> TASK TO CARRY OUT
The entries shown here must be retyped in full, with no pictures included.

Saved entries:
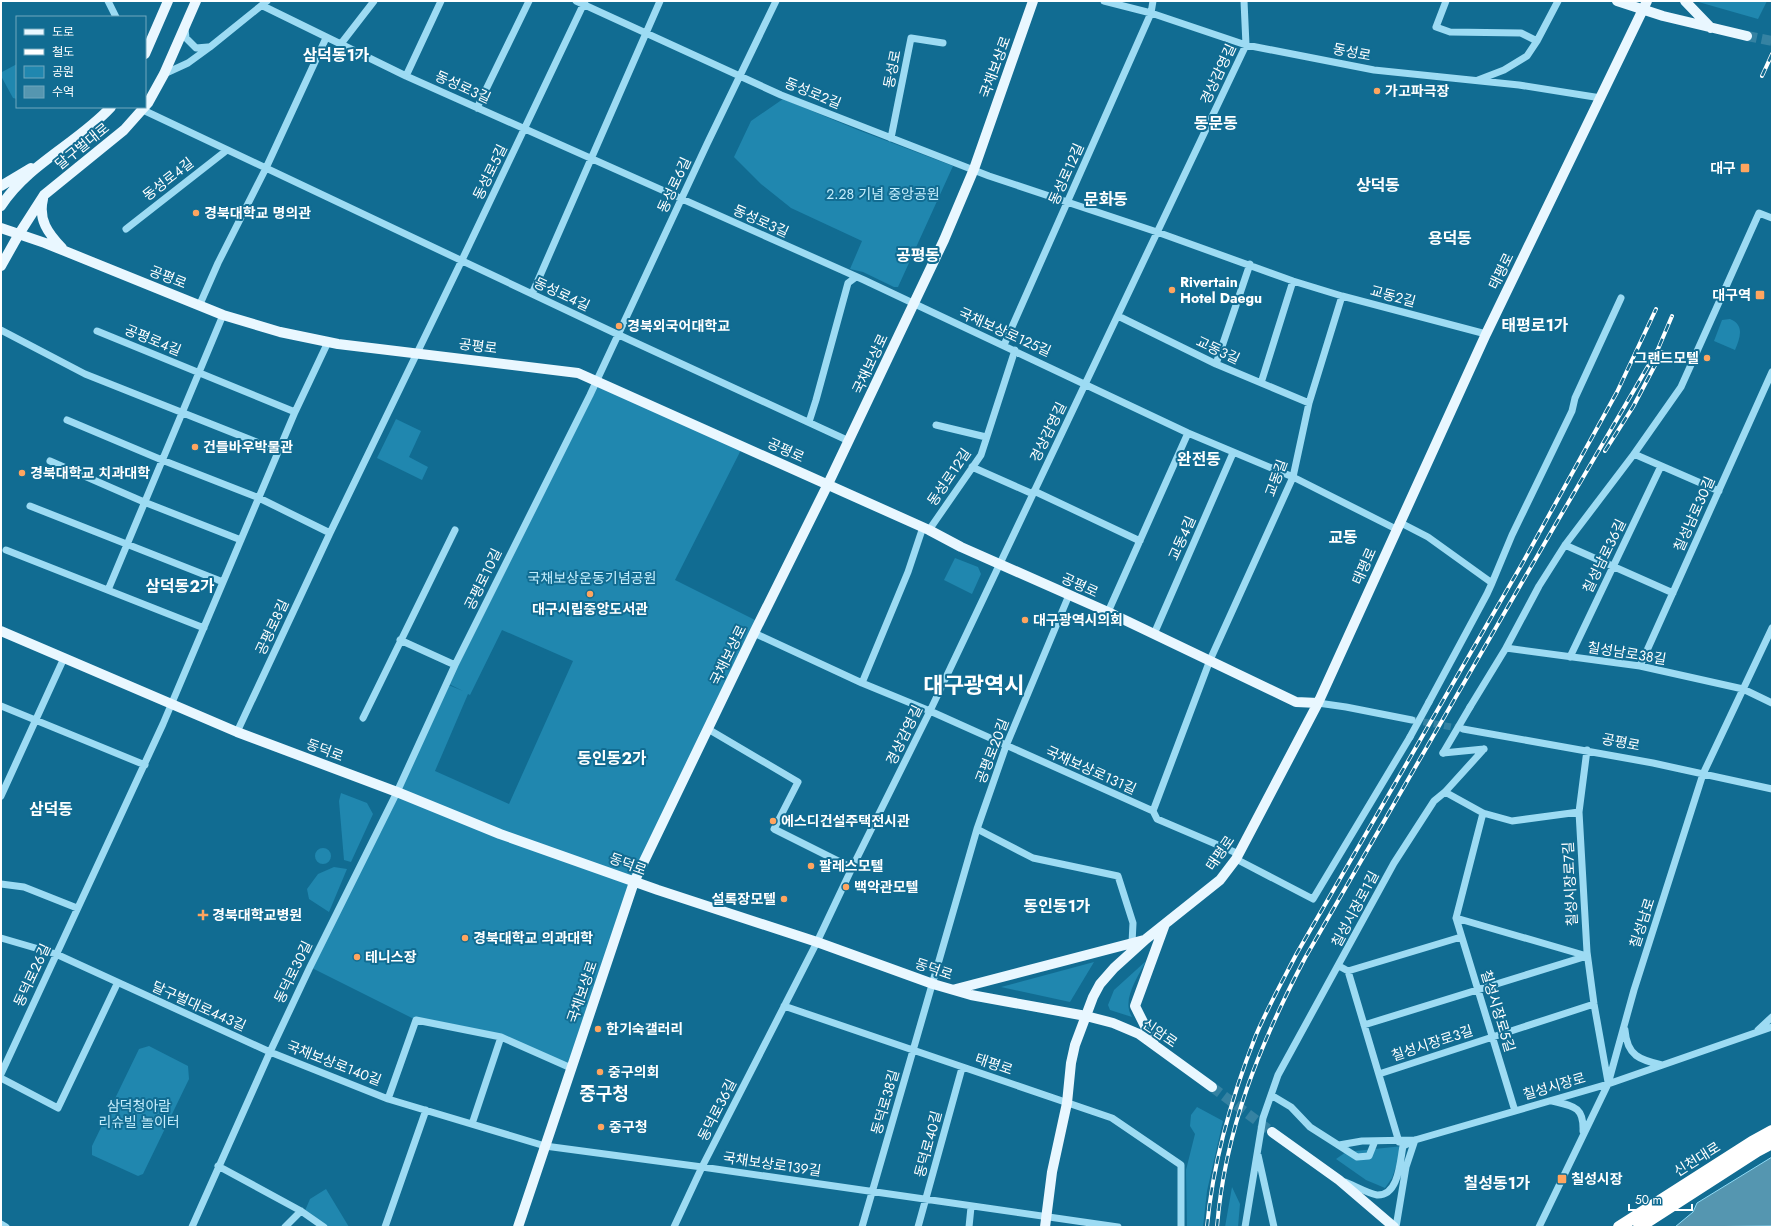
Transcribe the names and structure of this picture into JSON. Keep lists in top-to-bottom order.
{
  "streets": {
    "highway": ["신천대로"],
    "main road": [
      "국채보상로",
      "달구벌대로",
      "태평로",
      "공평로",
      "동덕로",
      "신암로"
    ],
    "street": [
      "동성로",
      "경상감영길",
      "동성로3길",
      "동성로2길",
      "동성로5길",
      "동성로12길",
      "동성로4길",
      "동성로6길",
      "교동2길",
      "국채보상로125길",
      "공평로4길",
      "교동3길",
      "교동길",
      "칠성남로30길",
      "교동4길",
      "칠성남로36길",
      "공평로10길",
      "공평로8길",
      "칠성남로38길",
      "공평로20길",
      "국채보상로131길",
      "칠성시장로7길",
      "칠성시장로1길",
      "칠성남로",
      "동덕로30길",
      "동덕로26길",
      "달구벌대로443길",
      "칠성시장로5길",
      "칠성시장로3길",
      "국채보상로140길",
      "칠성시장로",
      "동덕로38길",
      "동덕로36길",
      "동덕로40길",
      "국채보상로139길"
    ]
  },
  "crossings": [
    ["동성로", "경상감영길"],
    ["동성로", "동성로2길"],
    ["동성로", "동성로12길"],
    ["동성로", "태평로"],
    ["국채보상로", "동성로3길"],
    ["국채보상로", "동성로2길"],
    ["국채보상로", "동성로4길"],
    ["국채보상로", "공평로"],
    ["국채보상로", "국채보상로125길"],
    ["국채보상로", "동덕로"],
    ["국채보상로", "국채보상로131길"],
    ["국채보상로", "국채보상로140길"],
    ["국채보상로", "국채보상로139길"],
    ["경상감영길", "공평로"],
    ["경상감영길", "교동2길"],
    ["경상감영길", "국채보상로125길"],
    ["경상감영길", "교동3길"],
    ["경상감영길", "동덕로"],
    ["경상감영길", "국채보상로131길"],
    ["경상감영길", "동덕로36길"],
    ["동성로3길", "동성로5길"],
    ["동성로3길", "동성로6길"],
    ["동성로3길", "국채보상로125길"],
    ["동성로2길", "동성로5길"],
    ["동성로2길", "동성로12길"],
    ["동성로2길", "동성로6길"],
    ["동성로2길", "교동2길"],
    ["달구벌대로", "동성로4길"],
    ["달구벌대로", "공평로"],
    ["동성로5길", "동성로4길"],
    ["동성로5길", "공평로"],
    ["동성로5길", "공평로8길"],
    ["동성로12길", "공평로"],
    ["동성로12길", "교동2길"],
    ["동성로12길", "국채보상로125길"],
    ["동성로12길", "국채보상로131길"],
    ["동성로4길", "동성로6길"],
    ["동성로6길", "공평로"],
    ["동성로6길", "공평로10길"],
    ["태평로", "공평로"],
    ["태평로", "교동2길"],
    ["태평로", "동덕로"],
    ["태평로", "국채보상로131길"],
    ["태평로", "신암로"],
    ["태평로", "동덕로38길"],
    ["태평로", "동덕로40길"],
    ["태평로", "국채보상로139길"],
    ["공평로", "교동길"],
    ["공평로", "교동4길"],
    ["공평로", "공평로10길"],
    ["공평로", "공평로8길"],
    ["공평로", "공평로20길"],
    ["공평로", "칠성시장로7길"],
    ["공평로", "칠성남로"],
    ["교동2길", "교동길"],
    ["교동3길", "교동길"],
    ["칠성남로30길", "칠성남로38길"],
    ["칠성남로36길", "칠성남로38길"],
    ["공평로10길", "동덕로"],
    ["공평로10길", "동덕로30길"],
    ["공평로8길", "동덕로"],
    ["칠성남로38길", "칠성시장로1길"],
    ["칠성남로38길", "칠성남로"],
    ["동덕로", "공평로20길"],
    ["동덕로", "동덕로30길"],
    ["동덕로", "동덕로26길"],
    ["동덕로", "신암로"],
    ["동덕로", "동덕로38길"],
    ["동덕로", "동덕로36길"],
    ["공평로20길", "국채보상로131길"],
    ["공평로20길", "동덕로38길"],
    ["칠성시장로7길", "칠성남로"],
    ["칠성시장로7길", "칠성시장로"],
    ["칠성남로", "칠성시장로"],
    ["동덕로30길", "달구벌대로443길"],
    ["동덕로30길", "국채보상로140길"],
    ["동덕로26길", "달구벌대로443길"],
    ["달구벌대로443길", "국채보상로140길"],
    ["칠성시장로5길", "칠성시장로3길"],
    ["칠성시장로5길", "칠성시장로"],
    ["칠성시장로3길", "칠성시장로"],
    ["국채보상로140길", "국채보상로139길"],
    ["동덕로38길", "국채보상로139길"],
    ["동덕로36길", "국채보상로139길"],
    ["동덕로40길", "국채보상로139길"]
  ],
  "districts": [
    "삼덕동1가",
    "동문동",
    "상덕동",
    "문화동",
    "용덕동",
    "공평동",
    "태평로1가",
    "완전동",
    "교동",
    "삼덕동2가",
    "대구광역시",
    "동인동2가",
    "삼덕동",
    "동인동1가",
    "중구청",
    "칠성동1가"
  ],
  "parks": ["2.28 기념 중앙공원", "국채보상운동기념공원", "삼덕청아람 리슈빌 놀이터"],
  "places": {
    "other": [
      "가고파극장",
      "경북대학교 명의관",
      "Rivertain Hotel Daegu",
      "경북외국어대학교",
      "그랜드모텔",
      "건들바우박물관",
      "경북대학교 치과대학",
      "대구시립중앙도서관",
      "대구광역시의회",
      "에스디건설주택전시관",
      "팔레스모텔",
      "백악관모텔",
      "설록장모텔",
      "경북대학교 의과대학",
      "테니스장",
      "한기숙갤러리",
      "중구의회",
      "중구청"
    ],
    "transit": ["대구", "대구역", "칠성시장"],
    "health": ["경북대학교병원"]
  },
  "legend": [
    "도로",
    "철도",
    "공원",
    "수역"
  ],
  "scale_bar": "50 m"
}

> RESPONSE BELOW
Transcribe the names and structure of this picture into JSON. Keep lists in top-to-bottom order.
{
  "streets": {
    "highway": ["신천대로"],
    "main road": [
      "국채보상로",
      "달구벌대로",
      "태평로",
      "공평로",
      "동덕로",
      "신암로"
    ],
    "street": [
      "동성로",
      "경상감영길",
      "동성로3길",
      "동성로2길",
      "동성로5길",
      "동성로12길",
      "동성로4길",
      "동성로6길",
      "교동2길",
      "국채보상로125길",
      "공평로4길",
      "교동3길",
      "교동길",
      "칠성남로30길",
      "교동4길",
      "칠성남로36길",
      "공평로10길",
      "공평로8길",
      "칠성남로38길",
      "공평로20길",
      "국채보상로131길",
      "칠성시장로7길",
      "칠성시장로1길",
      "칠성남로",
      "동덕로30길",
      "동덕로26길",
      "달구벌대로443길",
      "칠성시장로5길",
      "칠성시장로3길",
      "국채보상로140길",
      "칠성시장로",
      "동덕로38길",
      "동덕로36길",
      "동덕로40길",
      "국채보상로139길"
    ]
  },
  "crossings": [
    ["동성로", "경상감영길"],
    ["동성로", "동성로2길"],
    ["동성로", "동성로12길"],
    ["동성로", "태평로"],
    ["국채보상로", "동성로3길"],
    ["국채보상로", "동성로2길"],
    ["국채보상로", "동성로4길"],
    ["국채보상로", "공평로"],
    ["국채보상로", "국채보상로125길"],
    ["국채보상로", "동덕로"],
    ["국채보상로", "국채보상로131길"],
    ["국채보상로", "국채보상로140길"],
    ["국채보상로", "국채보상로139길"],
    ["경상감영길", "공평로"],
    ["경상감영길", "교동2길"],
    ["경상감영길", "국채보상로125길"],
    ["경상감영길", "교동3길"],
    ["경상감영길", "동덕로"],
    ["경상감영길", "국채보상로131길"],
    ["경상감영길", "동덕로36길"],
    ["동성로3길", "동성로5길"],
    ["동성로3길", "동성로6길"],
    ["동성로3길", "국채보상로125길"],
    ["동성로2길", "동성로5길"],
    ["동성로2길", "동성로12길"],
    ["동성로2길", "동성로6길"],
    ["동성로2길", "교동2길"],
    ["달구벌대로", "동성로4길"],
    ["달구벌대로", "공평로"],
    ["동성로5길", "동성로4길"],
    ["동성로5길", "공평로"],
    ["동성로5길", "공평로8길"],
    ["동성로12길", "공평로"],
    ["동성로12길", "교동2길"],
    ["동성로12길", "국채보상로125길"],
    ["동성로12길", "국채보상로131길"],
    ["동성로4길", "동성로6길"],
    ["동성로6길", "공평로"],
    ["동성로6길", "공평로10길"],
    ["태평로", "공평로"],
    ["태평로", "교동2길"],
    ["태평로", "동덕로"],
    ["태평로", "국채보상로131길"],
    ["태평로", "신암로"],
    ["태평로", "동덕로38길"],
    ["태평로", "동덕로40길"],
    ["태평로", "국채보상로139길"],
    ["공평로", "교동길"],
    ["공평로", "교동4길"],
    ["공평로", "공평로10길"],
    ["공평로", "공평로8길"],
    ["공평로", "공평로20길"],
    ["공평로", "칠성시장로7길"],
    ["공평로", "칠성남로"],
    ["교동2길", "교동길"],
    ["교동3길", "교동길"],
    ["칠성남로30길", "칠성남로38길"],
    ["칠성남로36길", "칠성남로38길"],
    ["공평로10길", "동덕로"],
    ["공평로10길", "동덕로30길"],
    ["공평로8길", "동덕로"],
    ["칠성남로38길", "칠성시장로1길"],
    ["칠성남로38길", "칠성남로"],
    ["동덕로", "공평로20길"],
    ["동덕로", "동덕로30길"],
    ["동덕로", "동덕로26길"],
    ["동덕로", "신암로"],
    ["동덕로", "동덕로38길"],
    ["동덕로", "동덕로36길"],
    ["공평로20길", "국채보상로131길"],
    ["공평로20길", "동덕로38길"],
    ["칠성시장로7길", "칠성남로"],
    ["칠성시장로7길", "칠성시장로"],
    ["칠성남로", "칠성시장로"],
    ["동덕로30길", "달구벌대로443길"],
    ["동덕로30길", "국채보상로140길"],
    ["동덕로26길", "달구벌대로443길"],
    ["달구벌대로443길", "국채보상로140길"],
    ["칠성시장로5길", "칠성시장로3길"],
    ["칠성시장로5길", "칠성시장로"],
    ["칠성시장로3길", "칠성시장로"],
    ["국채보상로140길", "국채보상로139길"],
    ["동덕로38길", "국채보상로139길"],
    ["동덕로36길", "국채보상로139길"],
    ["동덕로40길", "국채보상로139길"]
  ],
  "districts": [
    "삼덕동1가",
    "동문동",
    "상덕동",
    "문화동",
    "용덕동",
    "공평동",
    "태평로1가",
    "완전동",
    "교동",
    "삼덕동2가",
    "대구광역시",
    "동인동2가",
    "삼덕동",
    "동인동1가",
    "중구청",
    "칠성동1가"
  ],
  "parks": ["2.28 기념 중앙공원", "국채보상운동기념공원", "삼덕청아람 리슈빌 놀이터"],
  "places": {
    "other": [
      "가고파극장",
      "경북대학교 명의관",
      "Rivertain Hotel Daegu",
      "경북외국어대학교",
      "그랜드모텔",
      "건들바우박물관",
      "경북대학교 치과대학",
      "대구시립중앙도서관",
      "대구광역시의회",
      "에스디건설주택전시관",
      "팔레스모텔",
      "백악관모텔",
      "설록장모텔",
      "경북대학교 의과대학",
      "테니스장",
      "한기숙갤러리",
      "중구의회",
      "중구청"
    ],
    "transit": ["대구", "대구역", "칠성시장"],
    "health": ["경북대학교병원"]
  },
  "legend": [
    "도로",
    "철도",
    "공원",
    "수역"
  ],
  "scale_bar": "50 m"
}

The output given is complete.